> **EXERCISE AIM**
Pictures do not belong in your copy. Repeat all the other data exactly.

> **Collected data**

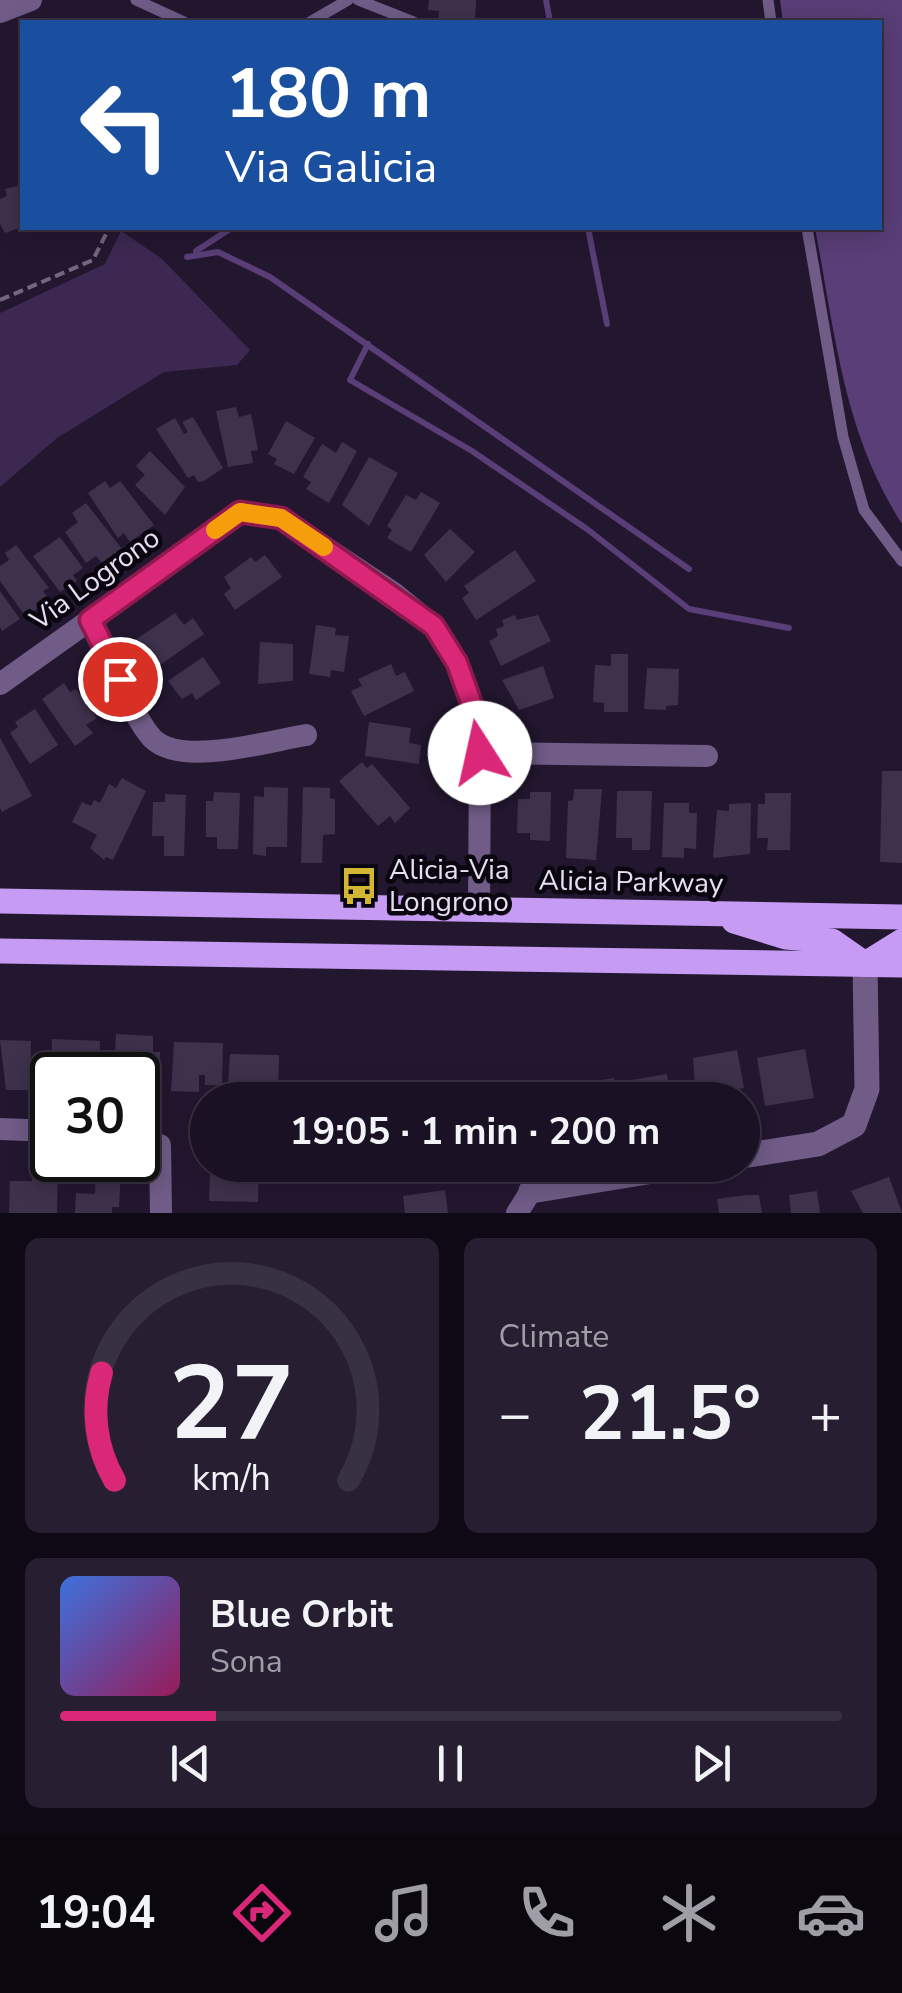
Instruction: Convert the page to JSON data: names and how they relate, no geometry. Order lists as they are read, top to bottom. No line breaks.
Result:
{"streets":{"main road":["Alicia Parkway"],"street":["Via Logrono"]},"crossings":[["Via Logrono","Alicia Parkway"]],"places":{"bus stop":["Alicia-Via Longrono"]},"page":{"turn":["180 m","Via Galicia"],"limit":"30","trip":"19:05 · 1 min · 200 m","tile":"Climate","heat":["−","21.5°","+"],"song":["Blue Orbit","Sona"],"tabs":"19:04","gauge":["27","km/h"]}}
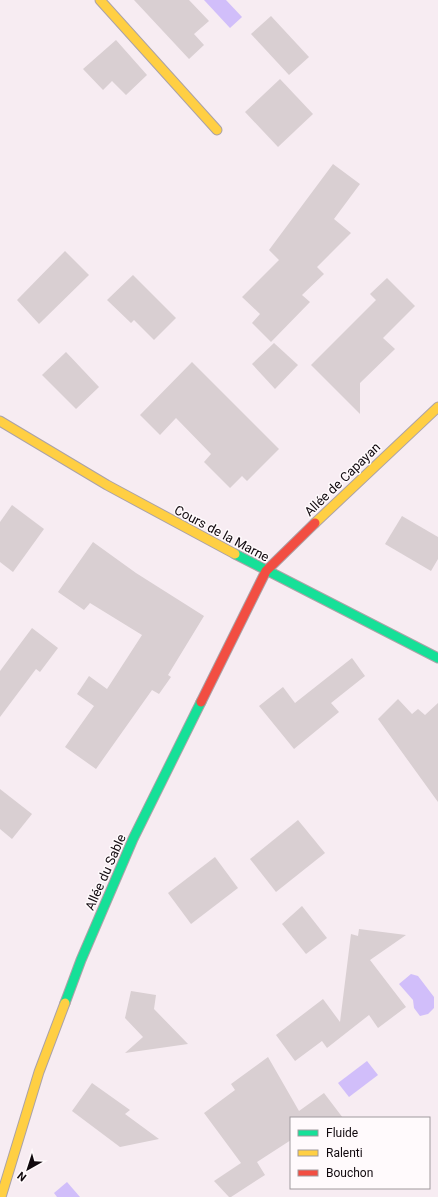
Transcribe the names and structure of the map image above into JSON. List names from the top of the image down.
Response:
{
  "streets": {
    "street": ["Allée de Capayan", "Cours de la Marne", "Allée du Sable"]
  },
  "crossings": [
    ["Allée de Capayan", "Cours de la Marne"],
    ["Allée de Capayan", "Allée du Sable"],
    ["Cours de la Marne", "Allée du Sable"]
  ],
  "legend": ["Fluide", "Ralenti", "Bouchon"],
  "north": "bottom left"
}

> **RESULT OF THE TASK**
Instruction: Convert the page to JSON data: names and how they relate, no geometry. Order lists as they are read, top to bottom. No line breaks.
Result:
{"streets":{"main road":["Alicia Parkway"],"street":["Via Logrono"]},"crossings":[["Via Logrono","Alicia Parkway"]],"places":{"bus stop":["Alicia-Via Longrono"]},"page":{"turn":["180 m","Via Galicia"],"limit":"30","trip":"19:05 · 1 min · 200 m","tile":"Climate","heat":["−","21.5°","+"],"song":["Blue Orbit","Sona"],"tabs":"19:04","gauge":["27","km/h"]}}
Transcribe the names and structure of the map image above into JSON. List names from the top of the image down.
Response:
{
  "streets": {
    "street": ["Allée de Capayan", "Cours de la Marne", "Allée du Sable"]
  },
  "crossings": [
    ["Allée de Capayan", "Cours de la Marne"],
    ["Allée de Capayan", "Allée du Sable"],
    ["Cours de la Marne", "Allée du Sable"]
  ],
  "legend": ["Fluide", "Ralenti", "Bouchon"],
  "north": "bottom left"
}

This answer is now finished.